◆ Problem to solve
In the listing below, which lines contain the string "JSON"? Copy them all.
-=-=-
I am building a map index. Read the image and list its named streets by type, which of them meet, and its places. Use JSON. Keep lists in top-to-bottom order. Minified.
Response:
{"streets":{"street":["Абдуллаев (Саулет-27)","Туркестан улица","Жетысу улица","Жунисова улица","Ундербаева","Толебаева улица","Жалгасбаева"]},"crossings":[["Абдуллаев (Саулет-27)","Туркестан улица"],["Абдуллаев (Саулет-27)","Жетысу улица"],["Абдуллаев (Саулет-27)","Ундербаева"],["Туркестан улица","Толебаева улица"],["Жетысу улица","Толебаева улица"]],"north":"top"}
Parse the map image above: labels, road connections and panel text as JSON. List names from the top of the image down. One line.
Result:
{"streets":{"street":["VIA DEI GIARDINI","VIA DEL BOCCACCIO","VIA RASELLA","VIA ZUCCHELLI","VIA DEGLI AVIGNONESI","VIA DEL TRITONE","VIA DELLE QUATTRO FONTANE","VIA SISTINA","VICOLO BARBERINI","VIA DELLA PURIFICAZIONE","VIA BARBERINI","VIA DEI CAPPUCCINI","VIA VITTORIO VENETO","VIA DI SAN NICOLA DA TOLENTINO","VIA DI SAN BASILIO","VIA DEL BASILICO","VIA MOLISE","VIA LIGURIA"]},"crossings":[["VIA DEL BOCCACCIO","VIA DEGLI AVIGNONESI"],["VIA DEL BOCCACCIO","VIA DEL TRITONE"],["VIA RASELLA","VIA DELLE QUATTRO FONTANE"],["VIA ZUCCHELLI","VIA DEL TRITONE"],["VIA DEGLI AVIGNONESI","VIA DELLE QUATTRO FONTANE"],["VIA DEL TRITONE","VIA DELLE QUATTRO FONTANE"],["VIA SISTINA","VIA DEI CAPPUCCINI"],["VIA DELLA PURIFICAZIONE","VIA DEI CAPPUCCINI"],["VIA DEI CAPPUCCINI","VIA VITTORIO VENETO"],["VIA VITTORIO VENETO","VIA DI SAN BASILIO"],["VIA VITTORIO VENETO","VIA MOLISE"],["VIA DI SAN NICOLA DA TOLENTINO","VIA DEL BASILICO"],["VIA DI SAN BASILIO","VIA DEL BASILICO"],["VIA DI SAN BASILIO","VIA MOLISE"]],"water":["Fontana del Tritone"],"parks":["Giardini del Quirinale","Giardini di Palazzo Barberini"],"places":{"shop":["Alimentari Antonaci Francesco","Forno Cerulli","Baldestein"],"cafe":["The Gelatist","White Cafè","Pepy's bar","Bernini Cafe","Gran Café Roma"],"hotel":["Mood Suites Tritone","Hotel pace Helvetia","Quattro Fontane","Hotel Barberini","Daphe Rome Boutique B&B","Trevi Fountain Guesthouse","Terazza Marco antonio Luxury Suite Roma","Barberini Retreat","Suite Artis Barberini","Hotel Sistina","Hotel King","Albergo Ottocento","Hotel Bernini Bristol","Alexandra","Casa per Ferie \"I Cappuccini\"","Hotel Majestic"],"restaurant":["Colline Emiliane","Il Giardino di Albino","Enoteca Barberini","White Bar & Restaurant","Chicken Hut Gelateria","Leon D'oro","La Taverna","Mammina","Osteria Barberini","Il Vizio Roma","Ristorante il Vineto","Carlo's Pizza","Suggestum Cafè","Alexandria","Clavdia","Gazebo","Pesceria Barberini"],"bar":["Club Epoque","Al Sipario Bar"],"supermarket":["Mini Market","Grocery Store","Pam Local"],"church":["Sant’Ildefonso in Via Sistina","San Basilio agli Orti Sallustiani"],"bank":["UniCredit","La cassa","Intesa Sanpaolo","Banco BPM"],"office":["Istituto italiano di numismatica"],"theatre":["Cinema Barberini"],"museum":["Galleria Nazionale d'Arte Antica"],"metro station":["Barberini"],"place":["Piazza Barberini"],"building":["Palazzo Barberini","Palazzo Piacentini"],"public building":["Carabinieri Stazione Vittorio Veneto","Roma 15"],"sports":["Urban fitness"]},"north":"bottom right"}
-=-=-
◆ Result of this exercise
I am building a map index. Read the image and list its named streets by type, which of them meet, and its places. Use JSON. Keep lists in top-to-bottom order. Minified.
Parse the map image above: labels, road connections and panel text as JSON. List names from the top of the image down. One line.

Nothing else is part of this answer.